The range is based on the load range of the previous two weeks.
- Raises:
ValueError – If the length of the realised and forecast arrays are not equal.
- Return type:
float
- openstef.metrics.metrics.r_mae_lowest(realised, forecast, quantile=0.05)¶
Function that calculates the relative mean absolute error for the 5 percent lowest realised values.
The range is based on the load range of the previous two weeks.
- Return type:
float
- openstef.metrics.metrics.r_mne_highest(realised, forecast)¶
Function that calculates the relative mean negative error for the 5 percent highest realised values.
The range is based on the load range of the previous two weeks, this measure quantifies how much we underestimate peaks.
- Return type:
float
- openstef.metrics.metrics.r_mpe_highest(realised, forecast)¶
Function that calculates the relative mean positive error for the 5 percent highest realised values.
The range is based on the load range of the previous two weeks, this measure quantifies how much we overestimate peaks.
- Return type:
float
- openstef.metrics.metrics.rmse(realised, forecast)¶
Function that calculates the Root Mean Square Error based on the true and prediciton.
- Parameters:
realised (
Series
) – Realised load.forecast (
Series
) – Forecasted load.
- Return type:
float
- Returns:
Root Mean Square Error
- openstef.metrics.metrics.skill_score(realised, forecast, mean)¶
Function that calculates the skill score.

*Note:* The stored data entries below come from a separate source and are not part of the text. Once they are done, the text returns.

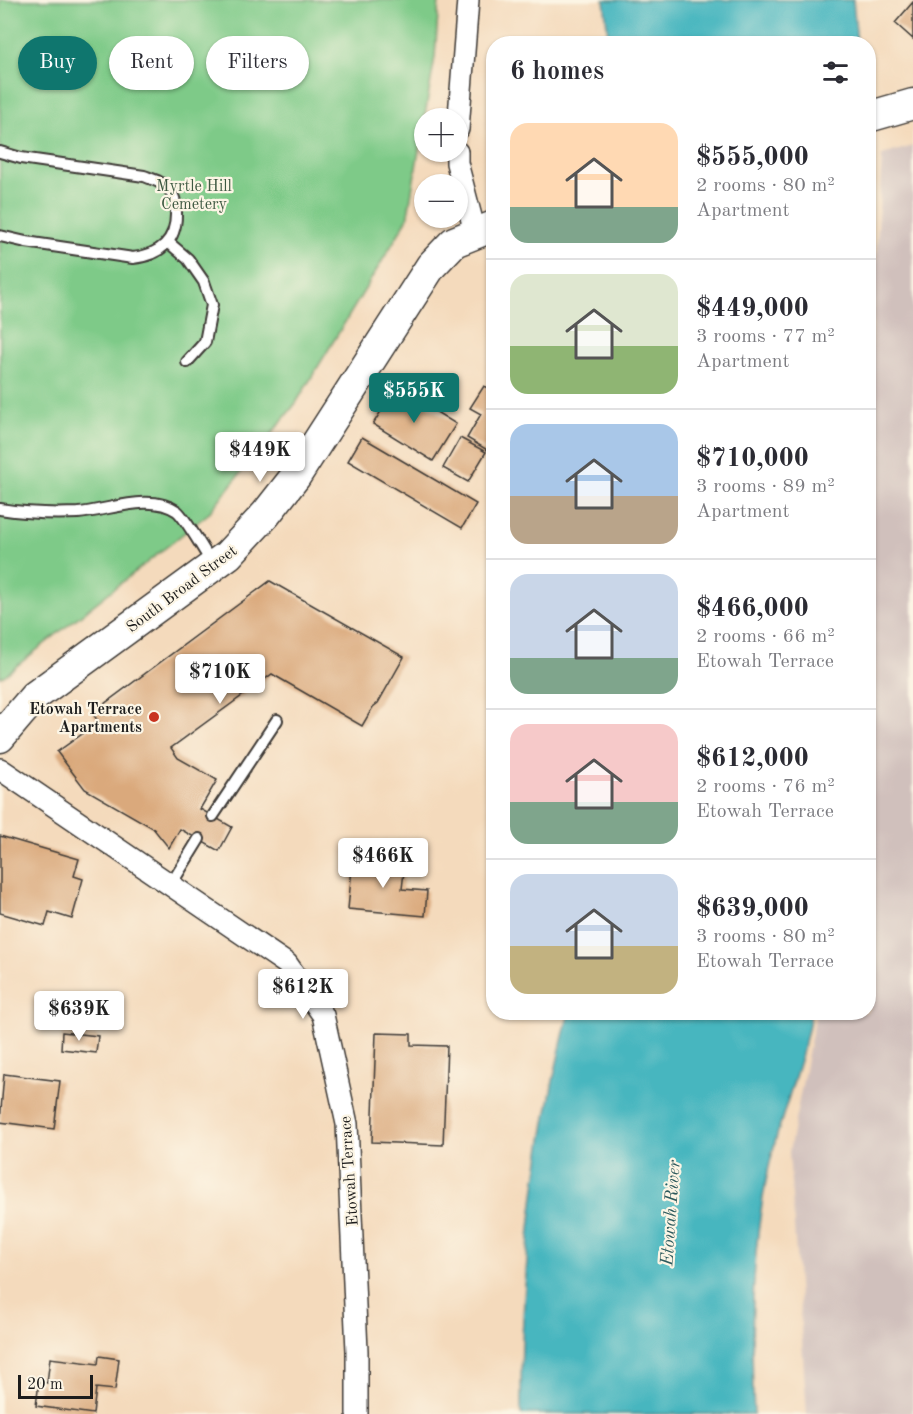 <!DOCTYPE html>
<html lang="en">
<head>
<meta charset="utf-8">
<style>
	body { margin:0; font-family:"Old Standard TT",serif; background:#f7f7f7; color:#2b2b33; height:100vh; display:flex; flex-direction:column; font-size:22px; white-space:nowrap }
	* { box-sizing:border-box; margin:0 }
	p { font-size:20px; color:#7c7c81 }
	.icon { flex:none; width:33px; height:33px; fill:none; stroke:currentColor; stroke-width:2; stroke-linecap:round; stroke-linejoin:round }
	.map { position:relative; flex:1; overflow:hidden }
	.details { position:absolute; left:486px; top:36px; width:390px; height:984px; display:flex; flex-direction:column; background:#fff; border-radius:24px; box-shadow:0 2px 4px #0004 }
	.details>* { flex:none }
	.banner { position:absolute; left:18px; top:36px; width:378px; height:54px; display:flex; gap:12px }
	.controls { position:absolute; left:414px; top:108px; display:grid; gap:12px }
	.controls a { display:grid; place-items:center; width:54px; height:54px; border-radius:50%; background:#fff; box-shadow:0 2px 4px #0004; font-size:30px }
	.scale { position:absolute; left:18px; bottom:15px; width:75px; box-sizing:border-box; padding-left:6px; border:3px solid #1c1c1c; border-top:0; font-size:16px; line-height:21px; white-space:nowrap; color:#1c1c1c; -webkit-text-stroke:4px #fcf5e5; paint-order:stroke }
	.price { position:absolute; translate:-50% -51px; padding:0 14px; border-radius:6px; background:#fff; color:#222; font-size:20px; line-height:39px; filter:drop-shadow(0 2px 3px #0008) }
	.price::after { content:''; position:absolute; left:50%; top:36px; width:18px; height:14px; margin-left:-9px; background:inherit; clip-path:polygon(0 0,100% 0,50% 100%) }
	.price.active { background:#0f766e; color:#fff }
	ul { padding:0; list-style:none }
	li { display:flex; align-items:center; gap:18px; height:150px; padding:0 24px }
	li+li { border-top:2px solid #e1e1e2 }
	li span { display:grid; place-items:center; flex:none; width:168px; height:120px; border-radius:18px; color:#555 }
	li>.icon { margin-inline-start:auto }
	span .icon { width:72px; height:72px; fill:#fffc; stroke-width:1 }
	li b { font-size:26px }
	h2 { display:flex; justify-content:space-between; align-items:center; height:72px; padding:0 24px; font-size:26px }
	.tag { padding:0 21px; border-radius:27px; background:#fff; box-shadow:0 2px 4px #0004; font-size:21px; line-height:54px }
	.tag.active { background:#0f766e; color:#fff }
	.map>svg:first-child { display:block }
</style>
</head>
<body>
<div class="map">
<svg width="913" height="1414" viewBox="0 0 913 1414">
	<rect width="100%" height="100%" fill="#fcf5e5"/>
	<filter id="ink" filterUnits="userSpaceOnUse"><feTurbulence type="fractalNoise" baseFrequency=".0167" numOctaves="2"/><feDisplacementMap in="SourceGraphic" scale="12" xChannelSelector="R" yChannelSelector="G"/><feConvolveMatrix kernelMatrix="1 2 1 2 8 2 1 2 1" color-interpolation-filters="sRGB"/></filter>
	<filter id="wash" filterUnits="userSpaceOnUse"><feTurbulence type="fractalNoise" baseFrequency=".008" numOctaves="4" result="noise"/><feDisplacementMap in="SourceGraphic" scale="24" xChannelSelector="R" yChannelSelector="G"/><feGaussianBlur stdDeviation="1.35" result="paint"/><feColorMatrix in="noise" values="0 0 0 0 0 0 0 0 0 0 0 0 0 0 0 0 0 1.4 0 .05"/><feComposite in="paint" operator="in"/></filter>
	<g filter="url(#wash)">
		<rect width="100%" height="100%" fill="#f4dabc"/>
		<path fill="#d0c0bc" d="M 913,146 L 913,1414 L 807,1414 L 789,1152 L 816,1013 L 868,1012 L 868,736 L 874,708 L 870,373 L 882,155 Z"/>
		<path fill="#7eca88" stroke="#4d7352" stroke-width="1.5" d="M 0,0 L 439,0 L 435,57 L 407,220 L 296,403 L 208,514 L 4,676 L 0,677 Z"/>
		<path fill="#47b6bf" stroke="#32696e" stroke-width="1.5" d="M 604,0 L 853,0 L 857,43 L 609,43 Z
			M 569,1012 L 811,1013 C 804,1059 783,1108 772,1154 C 752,1234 750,1332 754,1414 L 521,1414 C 520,1278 535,1144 569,1012 Z"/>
		<g id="blocks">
			<path fill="#daa97b" d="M 913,2 L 913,39 L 895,23 Z
				M 484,386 L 494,392 L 494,454 L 467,438 L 481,414 L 470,408 Z
				M 396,387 L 456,424 L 433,461 L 373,424 Z
				M 362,437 L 476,504 L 462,528 L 348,461 Z
				M 460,438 L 486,452 L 468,482 L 443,468 Z
				M 270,581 L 404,657 L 378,703 L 373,707 L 362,726 L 272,674 L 171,748 L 178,758 L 217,780 L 200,809 L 232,827 L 219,851 L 180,829 L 169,848 L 153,828 L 85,789 L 57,752 L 99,722 L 92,713 Z
				M 0,836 L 79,859 L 74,876 L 83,879 L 72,919 L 49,912 L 45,926 L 0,913 Z
				M 353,858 L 405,863 L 402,889 L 427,891 L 425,916 L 348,909 Z
				M 62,1032 L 98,1036 L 96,1053 L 61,1049 Z
				M 376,1033 L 411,1034 L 411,1045 L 447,1046 L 443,1145 L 372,1142 Z
				M 4,1074 L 60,1081 L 54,1129 L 0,1122 Z
				M 99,1356 L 119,1359 L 115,1390 L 96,1388 L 93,1414 L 36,1406 L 39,1382 L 47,1383 L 50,1358 L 98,1364 Z"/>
		</g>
	</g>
	<g filter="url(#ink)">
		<use href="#blocks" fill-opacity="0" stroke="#3c3834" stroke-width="1.5"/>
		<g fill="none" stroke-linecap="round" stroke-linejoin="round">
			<defs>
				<path id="lane" d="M 0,152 L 21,158 L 144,176 C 152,179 163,182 169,189 C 174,195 176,204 176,212 C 177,241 160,255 133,258 L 26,242 L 0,236
					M 168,242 L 188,259 L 204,282 L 212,305 L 205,342 L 187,362
					M 0,509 C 25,513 53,514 78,513 C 108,511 150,492 177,511 C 185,517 206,554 213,565
					M 213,816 L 277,720
					M 170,886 L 199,839"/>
				<path id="street" d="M 458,129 L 468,0
					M 457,152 L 457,163 L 475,232
					M 0,769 L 287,964 L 323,1015 L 347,1124 L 357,1351 L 357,1414"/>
				<path id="secondary" d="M 868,117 L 913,104
					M 0,737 L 35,696 L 228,555 L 266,514 L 295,477 L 431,266 L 454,242 L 494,226"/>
			</defs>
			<use href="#lane" stroke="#3c3834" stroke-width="14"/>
			<use href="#street" stroke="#3c3834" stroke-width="24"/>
			<use href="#secondary" stroke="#3c3834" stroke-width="33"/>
			<use href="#lane" stroke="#fff" stroke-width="10"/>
			<use href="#street" stroke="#fff" stroke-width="21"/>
			<use href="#secondary" stroke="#fff" stroke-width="30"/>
		</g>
	</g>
	<circle fill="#c8321e" stroke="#fcf5e5" stroke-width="2" cx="154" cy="717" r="6"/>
	<g text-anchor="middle" stroke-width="4.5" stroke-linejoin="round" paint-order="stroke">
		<g font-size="16" fill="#3e5942" stroke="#fcf5e5">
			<text x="194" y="191">Myrtle Hill<tspan x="194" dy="18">Cemetery</tspan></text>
		</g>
		<g font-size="16" fill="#1c1c1c" stroke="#fcf5e5">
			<text transform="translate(181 588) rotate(-37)" y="6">South Broad Street</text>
			<text transform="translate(348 1171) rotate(-94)" y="6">Etowah Terrace</text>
		</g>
		<g font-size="16" font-weight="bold" fill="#1c1c1c" stroke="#fcf5e5" text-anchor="end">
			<text x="142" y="714">Etowah Terrace<tspan x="142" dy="18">Apartments</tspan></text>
		</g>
		<g font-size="18" font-style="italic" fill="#2d5a5d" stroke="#fcf5e5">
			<text transform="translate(670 1213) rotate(-86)" y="6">Etowah River</text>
		</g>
	</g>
</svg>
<div class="controls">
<a>+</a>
<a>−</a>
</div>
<div class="scale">20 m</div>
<b class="price active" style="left:414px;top:424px">$555K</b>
<b class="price" style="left:260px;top:483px">$449K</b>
<b class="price" style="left:220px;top:705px">$710K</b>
<b class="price" style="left:383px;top:889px">$466K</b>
<b class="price" style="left:303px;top:1020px">$612K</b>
<b class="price" style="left:79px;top:1042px">$639K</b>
<div class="banner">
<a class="tag active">Buy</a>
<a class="tag">Rent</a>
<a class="tag">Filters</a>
</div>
<section class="details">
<h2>6 homes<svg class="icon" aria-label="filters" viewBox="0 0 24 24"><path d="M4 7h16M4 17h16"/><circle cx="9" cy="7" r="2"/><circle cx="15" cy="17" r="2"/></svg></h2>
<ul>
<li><span style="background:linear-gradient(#ffd9b3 70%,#7fa58c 0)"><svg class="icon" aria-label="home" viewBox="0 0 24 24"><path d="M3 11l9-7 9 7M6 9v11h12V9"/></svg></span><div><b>$555,000</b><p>2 rooms · 80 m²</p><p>Apartment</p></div></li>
<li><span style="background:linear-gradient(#dfe7d0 60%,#8fb573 0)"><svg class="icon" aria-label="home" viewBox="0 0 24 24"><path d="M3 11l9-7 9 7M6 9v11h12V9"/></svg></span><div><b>$449,000</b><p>3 rooms · 77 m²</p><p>Apartment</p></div></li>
<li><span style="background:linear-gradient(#a9c7e8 60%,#b9a48a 0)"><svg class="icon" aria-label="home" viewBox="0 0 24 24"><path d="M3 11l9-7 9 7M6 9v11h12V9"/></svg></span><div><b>$710,000</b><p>3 rooms · 89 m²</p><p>Apartment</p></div></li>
<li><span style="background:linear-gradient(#c9d6e8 70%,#7fa58c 0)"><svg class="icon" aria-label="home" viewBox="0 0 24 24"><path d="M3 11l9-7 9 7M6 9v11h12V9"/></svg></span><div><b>$466,000</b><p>2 rooms · 66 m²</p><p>Etowah Terrace</p></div></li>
<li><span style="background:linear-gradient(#f6c9c9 65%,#7fa58c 0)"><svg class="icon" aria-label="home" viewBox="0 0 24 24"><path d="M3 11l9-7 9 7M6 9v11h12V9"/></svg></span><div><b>$612,000</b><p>2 rooms · 76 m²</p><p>Etowah Terrace</p></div></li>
<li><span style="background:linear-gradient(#c9d6e8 60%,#c2b280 0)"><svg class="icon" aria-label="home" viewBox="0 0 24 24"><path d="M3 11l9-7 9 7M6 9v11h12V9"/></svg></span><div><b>$639,000</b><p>3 rooms · 80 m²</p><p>Etowah Terrace</p></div></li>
</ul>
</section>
</div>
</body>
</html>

Thise indicates model performance relative to a reference, in this case the mean of the realised values. The range is based on the load range of the previous two weeks.
- Return type:
float
- openstef.metrics.metrics.skill_score_positive_peaks(realised, forecast, mean)¶
Calculates skill score on positive peaks.
- Return type:
float
- openstef.metrics.metrics.xgb_quantile_eval(preds, dmatrix, quantile=0.2)¶
Customized evaluational metric that equals to quantile regression loss (also known as pinball loss).
Quantile regression is regression that estimates a specified quantile of target’s distribution conditional on given features.
- Parameters:
preds (
ndarray
) – Predicted valuesdmatrix (
DMatrix
) – xgboost.DMatrix of the input data.quantile (
float
) – Target quantile.
- Return type:
str
- Returns:
Loss information
# See also: https://gist.github.com/Nikolay-Lysenko/06769d701c1d9c9acb9a66f2f9d7a6c7
- openstef.metrics.metrics.xgb_quantile_obj(preds, dmatrix, quantile=0.2)¶
Quantile regression objective fucntion.
Computes first-order derivative of quantile regression loss and a non-degenerate substitute for second-order derivative.
Substitute is returned instead of zeros, because XGBoost requires non-zero second-order derivatives. See this page: dmlc/xgboost#1825 to see why it is possible to use this trick. However, be sure that hyperparameter named max_delta_step is small enough to satisfy:
0.5 * max_delta_step <= min(quantile, 1 - quantile)
.- Parameters:
preds (
ndarray
) – numpy.ndarraydmatrix (
DMatrix
) – xgboost.DMatrixquantile (
float
) – float between 0 and 1
- Return type:
tuple
[ndarray
,ndarray
]- Returns:
Gradient and Hessian
# See also: https://gist.github.com/Nikolay-Lysenko/06769d701c1d9c9acb9a66f2f9d7a6c7
Reasoning for the hessian: https://gist.github.com/Nikolay-Lysenko/06769d701c1d9c9acb9a66f2f9d7a6c7#gistcomment-2322558
openstef.metrics.reporter module¶
Defines reporter class.
- class openstef.metrics.reporter.Report(feature_importance_figure, data_series_figures, metrics, signature)¶
Bases:
object
Dataclass to hold a report describing the training process.
- class openstef.metrics.reporter.Reporter(train_data=None, validation_data=None, test_data=None, quantiles=None)¶
Bases:
object
Reporter class that generates reports describing the training process.
- generate_report(model)¶
Generate a report on a given model.
- Parameters:
model (
OpenstfRegressor
) – the model to create a report on- Return type:
- Returns:
Reporter object containing info about the model
- static get_fiabilities(quantiles, y_true)¶
- Return type:
dict
- static get_metrics(y_pred, y_true)¶
Calculate the metrics for a prediction.
- Parameters:
y_pred (
array
) – np.arrayy_true (
array
) – np.array
- Return type:
dict
- Returns:
Metrics for the prediction
- static write_report_to_disk(report, report_folder)¶
Write report to disk; e.g. for viewing report of latest models using grafana.